>>>>>

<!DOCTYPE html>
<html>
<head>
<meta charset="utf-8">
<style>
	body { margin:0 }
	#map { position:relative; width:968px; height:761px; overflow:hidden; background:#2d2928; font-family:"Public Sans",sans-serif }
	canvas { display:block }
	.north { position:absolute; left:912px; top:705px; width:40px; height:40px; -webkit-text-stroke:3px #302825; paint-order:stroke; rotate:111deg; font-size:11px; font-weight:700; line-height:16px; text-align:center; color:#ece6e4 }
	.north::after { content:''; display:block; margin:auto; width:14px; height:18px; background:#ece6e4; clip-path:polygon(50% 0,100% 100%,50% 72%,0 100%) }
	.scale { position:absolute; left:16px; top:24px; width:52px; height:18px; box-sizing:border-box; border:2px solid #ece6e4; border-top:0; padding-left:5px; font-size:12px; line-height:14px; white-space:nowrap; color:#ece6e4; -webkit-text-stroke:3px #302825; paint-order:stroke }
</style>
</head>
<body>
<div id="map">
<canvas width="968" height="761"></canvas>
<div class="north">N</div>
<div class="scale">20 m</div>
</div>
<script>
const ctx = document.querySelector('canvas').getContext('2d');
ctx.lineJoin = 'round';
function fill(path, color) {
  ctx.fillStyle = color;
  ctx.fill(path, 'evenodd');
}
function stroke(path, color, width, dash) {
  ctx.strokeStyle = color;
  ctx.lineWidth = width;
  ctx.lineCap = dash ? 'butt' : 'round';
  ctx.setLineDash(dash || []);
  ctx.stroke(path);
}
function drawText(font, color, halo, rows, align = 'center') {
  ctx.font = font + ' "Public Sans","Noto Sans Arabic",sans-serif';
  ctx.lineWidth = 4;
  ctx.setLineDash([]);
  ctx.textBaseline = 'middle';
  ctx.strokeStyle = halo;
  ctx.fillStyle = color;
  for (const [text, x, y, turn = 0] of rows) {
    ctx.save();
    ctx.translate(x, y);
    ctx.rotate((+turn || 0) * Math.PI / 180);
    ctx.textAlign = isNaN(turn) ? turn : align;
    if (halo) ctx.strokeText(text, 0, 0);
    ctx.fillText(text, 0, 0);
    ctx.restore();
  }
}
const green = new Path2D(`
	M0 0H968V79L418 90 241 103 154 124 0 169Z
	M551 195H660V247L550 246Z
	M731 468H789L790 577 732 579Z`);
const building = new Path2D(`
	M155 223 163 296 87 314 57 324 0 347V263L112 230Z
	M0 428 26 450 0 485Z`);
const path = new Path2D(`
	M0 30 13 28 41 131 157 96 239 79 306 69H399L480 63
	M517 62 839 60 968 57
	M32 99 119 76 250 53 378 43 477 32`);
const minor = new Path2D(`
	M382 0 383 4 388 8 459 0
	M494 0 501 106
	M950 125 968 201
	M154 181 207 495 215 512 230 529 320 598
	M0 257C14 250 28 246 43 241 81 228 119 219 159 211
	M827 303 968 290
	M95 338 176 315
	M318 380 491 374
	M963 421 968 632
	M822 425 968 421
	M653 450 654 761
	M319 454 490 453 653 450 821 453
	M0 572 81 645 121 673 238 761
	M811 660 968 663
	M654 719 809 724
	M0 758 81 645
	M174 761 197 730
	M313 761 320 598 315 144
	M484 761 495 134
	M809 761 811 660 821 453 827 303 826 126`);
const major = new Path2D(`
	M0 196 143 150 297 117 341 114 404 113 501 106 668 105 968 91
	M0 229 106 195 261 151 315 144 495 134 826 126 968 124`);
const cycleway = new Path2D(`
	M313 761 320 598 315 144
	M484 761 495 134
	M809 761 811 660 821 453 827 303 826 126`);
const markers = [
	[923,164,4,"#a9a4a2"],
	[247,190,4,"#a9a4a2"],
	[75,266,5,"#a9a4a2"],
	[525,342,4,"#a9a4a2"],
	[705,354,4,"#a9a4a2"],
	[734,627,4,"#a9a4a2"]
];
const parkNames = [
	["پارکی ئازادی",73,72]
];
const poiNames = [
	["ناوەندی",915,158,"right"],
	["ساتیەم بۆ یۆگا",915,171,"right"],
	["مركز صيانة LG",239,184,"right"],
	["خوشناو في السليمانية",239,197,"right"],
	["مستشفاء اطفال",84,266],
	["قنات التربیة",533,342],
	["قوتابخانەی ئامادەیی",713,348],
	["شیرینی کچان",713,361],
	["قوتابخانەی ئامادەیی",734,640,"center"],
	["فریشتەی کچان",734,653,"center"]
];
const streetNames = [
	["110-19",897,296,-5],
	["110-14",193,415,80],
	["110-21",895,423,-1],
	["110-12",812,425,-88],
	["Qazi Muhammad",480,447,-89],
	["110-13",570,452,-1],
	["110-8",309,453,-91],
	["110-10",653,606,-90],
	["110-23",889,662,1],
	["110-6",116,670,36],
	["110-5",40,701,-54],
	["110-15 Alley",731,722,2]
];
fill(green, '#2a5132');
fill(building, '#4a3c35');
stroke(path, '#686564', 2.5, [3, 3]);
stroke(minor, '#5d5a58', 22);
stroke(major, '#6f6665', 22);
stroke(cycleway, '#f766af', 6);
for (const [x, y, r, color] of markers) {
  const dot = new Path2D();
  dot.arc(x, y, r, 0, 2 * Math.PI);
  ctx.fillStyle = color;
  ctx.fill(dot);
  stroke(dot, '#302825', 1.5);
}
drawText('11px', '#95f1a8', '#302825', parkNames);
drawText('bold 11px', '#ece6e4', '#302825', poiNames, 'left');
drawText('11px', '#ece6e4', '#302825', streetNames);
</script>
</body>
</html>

<<<<<

From the listing above, return every line that carries the string "rotate".

> Response to the exercise:
	.north { position:absolute; left:912px; top:705px; width:40px; height:40px; -webkit-text-stroke:3px #302825; paint-order:stroke; rotate:111deg; font-size:11px; font-weight:700; line-height:16px; text-align:center; color:#ece6e4 }
    ctx.rotate((+turn || 0) * Math.PI / 180);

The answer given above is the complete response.